Natalie Olanick

June 2025

I am interested in how images that distinguish order, pattern, and form, become intertwined with a sentiment of personal familiarity. How a spark of memory shifts into the production of a work, which can be a painting or a piece of writing, or a curatorial project. I make paintings that sometimes are accompanied by projections or small objects. I have done bookworks, as well as writing and curatorial projects.

In the works I produce or the projects I work on, I am exploring how the narrative quality of the works wanders into an in-between zone, allowing for multiple readings of a work or project. Messages and possible meanings shift from the nature of the materials, my usage of them, and how this mix reflects social codes and possibilities.

When I began my residency at Similkameen Artist Residency, I thought that I wanted to research the history and practices of the Syilx Nation, as well as that of settler history. How do these cultures overlap and create a contradictory yet functional relationship?

I did begin that research, however the results as well as the process were much different than I had thought.
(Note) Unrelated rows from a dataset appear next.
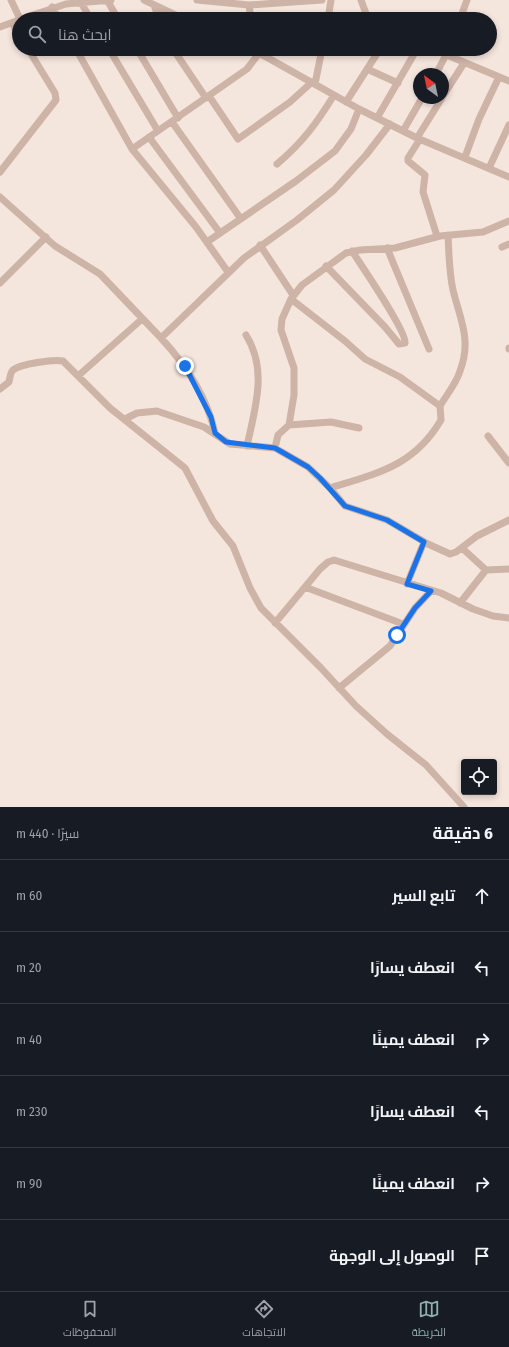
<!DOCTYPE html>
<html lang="ar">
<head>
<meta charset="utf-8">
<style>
  :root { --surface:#171b24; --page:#242831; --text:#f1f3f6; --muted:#9ea1a6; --line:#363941; --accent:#90b0af }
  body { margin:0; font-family:"Fira Sans Condensed",Cairo,sans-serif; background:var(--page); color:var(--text); direction:rtl }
  .controls { position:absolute; right:12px; bottom:12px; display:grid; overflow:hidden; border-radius:4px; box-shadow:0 2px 6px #0003 }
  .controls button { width:36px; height:36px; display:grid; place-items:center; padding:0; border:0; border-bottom:1px solid var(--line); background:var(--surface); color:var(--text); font:20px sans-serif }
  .compass { position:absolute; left:413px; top:68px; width:36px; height:36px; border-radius:50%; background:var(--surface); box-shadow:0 2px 6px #0003; rotate:327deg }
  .stop { position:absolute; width:12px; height:12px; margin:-9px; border:3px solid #1a73e8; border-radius:50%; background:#fff }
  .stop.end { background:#1a73e8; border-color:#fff; box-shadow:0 1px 4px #0008 }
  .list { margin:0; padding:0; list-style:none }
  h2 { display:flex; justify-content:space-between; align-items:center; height:52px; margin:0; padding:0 16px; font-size:17px }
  h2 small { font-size:13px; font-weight:400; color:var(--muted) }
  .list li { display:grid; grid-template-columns:26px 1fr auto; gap:12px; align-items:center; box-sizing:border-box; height:72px; padding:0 16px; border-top:1px solid var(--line) }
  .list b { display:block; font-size:15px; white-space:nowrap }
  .list em { font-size:13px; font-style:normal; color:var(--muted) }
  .icon { flex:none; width:22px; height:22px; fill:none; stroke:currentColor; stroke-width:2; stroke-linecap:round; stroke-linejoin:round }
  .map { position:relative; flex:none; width:509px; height:807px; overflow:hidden; direction:ltr }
  .search { position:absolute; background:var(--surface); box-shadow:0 2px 6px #0003; left:12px; right:12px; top:12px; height:44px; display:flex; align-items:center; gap:10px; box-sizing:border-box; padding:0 14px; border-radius:22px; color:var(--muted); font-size:15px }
  .sheet { height:484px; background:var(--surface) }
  nav { display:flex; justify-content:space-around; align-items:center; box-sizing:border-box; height:56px; border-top:1px solid var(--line); background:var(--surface); font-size:11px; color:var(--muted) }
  nav a { display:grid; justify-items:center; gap:2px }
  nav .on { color:var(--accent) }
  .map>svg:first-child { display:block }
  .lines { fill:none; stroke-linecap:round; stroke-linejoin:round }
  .street { stroke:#ceb3a7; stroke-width:7 }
  .route { stroke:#1a73e8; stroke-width:5 }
</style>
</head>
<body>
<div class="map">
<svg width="509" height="807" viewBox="0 0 509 807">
  <rect width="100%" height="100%" fill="#f4e5dd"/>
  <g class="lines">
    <!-- street -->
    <path class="street" d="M11,0l9,19
      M107,0l11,19
      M144,0l40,19
      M197,0l52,5 73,-5
      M361,0l7,19
      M81,3l10,16
      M154,5l5,14
      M249,5l2,14
      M52,7l7,12
      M21,19l45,-15 45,-4
      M328,19l3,-19
      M460,19l7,-19
      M12,23l7,12
      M0,27l19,-7
      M76,49l56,100 64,78 32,45
      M109,49l49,82
      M137,49l41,69
      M173,49l33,49
      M252,49l107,60 58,29 92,39
      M447,55l62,26
      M367,69l31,14
      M436,74l13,-25
      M315,84l7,-35
      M209,96l29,43 52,-37 22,-20
      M443,96l21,-33
      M346,102l34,-53
      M377,118l40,-69
      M172,122l69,97
      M403,131l19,-33
      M149,137l71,96
      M417,138l25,-40
      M420,139l-12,19v3l17,14 -2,17 14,44
      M132,149l115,-80 13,-17
      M465,157l14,-38 20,-42
      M277,164c25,-21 40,-41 57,-69
      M489,168l20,-43
      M0,172l56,-72 -1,-7 -27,-44
      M0,197l55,49 45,28 61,64 83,-80 53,-38 37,-30 32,-35 24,-31
      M207,242l89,-61 39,-30 16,-22 8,-20
      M260,245l33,50
      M502,247l7,-3
      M387,248l42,101
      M326,266l59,61 14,17 6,-1c2,-11 -44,-78 -53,-92
      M0,283l46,-46
      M291,299l54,42 20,18 35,18 40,29
      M246,335c22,35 9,73 1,111
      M161,338c25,27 46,59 54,95
      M509,348v1
      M78,376l64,-57
      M0,389l9,-7c1,-4 1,-9 4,-12 7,-6 41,-11 50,-9l47,47 75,60 28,53 20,25 17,42 11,20 60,60 35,38 31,28 39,31 38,42
      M125,419l12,-6 20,-2 47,16 26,17 45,4 33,19 22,21 15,18 42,14 41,24 22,10 6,-2 21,-16 32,-16
      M289,425l42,-3 28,6
      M488,436l21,27
      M275,448l3,-13 11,-10 5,-30v-27l-13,-38 1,-11 9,-20 11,-14 44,-32 14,-3 35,-2 45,-12 43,-4 26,-11
      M330,488c48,-15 84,-22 111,-68l-1,-14c7,-12 16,-22 20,-35 12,-31 0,-52 -7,-81 -4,-18 -4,-37 -5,-55
      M486,570l23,-1
      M407,584l17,-42
      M305,587l98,37
      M460,603l26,-33 -24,-22
      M275,623l45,-54 8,-7 6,-2 107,33 32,16 20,7 16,2
      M339,688l51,-42 25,-38 16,-17"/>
  </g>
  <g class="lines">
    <!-- route -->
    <path class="route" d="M185,366l26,51 4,16 11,9 49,6 33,19 12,11 25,28 42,14 37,22 -17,42 24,7 -16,17 -18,27"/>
  </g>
</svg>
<div class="controls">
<button><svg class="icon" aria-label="locate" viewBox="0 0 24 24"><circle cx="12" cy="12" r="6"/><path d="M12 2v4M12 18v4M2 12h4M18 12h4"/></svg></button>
</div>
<svg class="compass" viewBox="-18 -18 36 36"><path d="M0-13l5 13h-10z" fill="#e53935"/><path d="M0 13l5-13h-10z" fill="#9ea1a6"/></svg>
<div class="stop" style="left:397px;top:635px"></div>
<div class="stop end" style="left:185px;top:366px"></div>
<div class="search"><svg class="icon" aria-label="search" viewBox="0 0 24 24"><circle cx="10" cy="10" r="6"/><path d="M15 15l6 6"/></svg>ابحث هنا</div>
</div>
<section class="sheet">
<h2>6 دقيقة<small>سيرًا · 440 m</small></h2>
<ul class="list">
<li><svg class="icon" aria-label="ahead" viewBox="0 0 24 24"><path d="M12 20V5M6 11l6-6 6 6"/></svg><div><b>تابع السير</b></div><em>60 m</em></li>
<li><svg class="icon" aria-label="left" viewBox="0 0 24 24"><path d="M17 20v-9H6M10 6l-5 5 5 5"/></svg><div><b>انعطف يسارًا</b></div><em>20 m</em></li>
<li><svg class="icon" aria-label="right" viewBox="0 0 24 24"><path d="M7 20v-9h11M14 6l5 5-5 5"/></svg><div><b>انعطف يمينًا</b></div><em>40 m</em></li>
<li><svg class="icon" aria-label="left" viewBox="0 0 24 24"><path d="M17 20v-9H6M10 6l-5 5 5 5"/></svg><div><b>انعطف يسارًا</b></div><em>230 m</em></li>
<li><svg class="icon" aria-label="right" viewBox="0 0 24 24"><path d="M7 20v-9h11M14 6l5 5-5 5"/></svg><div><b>انعطف يمينًا</b></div><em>90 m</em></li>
<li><svg class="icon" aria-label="arrive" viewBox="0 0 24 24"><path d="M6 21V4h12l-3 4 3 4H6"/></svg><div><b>الوصول إلى الوجهة</b></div></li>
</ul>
</section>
<nav>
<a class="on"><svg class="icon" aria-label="map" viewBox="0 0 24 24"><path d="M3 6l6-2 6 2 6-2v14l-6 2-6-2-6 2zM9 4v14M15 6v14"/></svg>الخريطة</a>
<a><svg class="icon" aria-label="directions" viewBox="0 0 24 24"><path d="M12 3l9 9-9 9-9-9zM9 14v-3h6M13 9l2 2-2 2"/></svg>الاتجاهات</a>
<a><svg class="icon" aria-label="saved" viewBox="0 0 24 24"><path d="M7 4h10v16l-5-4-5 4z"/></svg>المحفوظات</a>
</nav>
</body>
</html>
On arriving the mountains and the landscape held me transfixed. The large rolling round forms encased the roads, towns, orchards and people. 

I began my work by drawing the mountains as continuous line drawings. I drew outside looking at the mountains and also from pictures that I would take. 

I drew in a free and impulsive or responsive manner. I felt my renderings of the mountains was how I came to know them. In drawing the contours of the mountains, my work started to include other things- shadows, trees, branches and animals. The things came into the drawings as elements, I did not create a to scale drawing of each thing. They were placed more as abstract forms. Each element of the drawing was associated to the other.

 I explored how the narrative quality of the works wanders into an in-between zone, allowing for multiply readings of a work or project. Messages and possible meanings shift from the nature of the materials, my usage of them, and how this mix reflects social codes and possibilities.

I did have meaningful studio visits with the other participants at the residency, as well as visit art venues such as the historical museum of Keremeos, the Kelowna reginal museum, Alternator the artists run center, Penticton art gallery and the Cardiff and Miller art warehouse. The contents from any of these venues would not be readily available in Montreal. They each had works that told different stories about the venue as well as cultural practices.

Examples of Indigenous culture were available everywhere yet needed to be found. All museums and galleries had great exhibitions of Smelqmix people as well as other Nations. The Similkameen artists residency gave lots of information of the values of the Smelqmix people such as how to respect the land. All of these markers could be seen as part of cultural mix that is the result of settler culture. There is shifting that is constantly happening. The process of change it made clear by the mountain formations of the Similkameen valley. I am honored to have had a chance to experience this.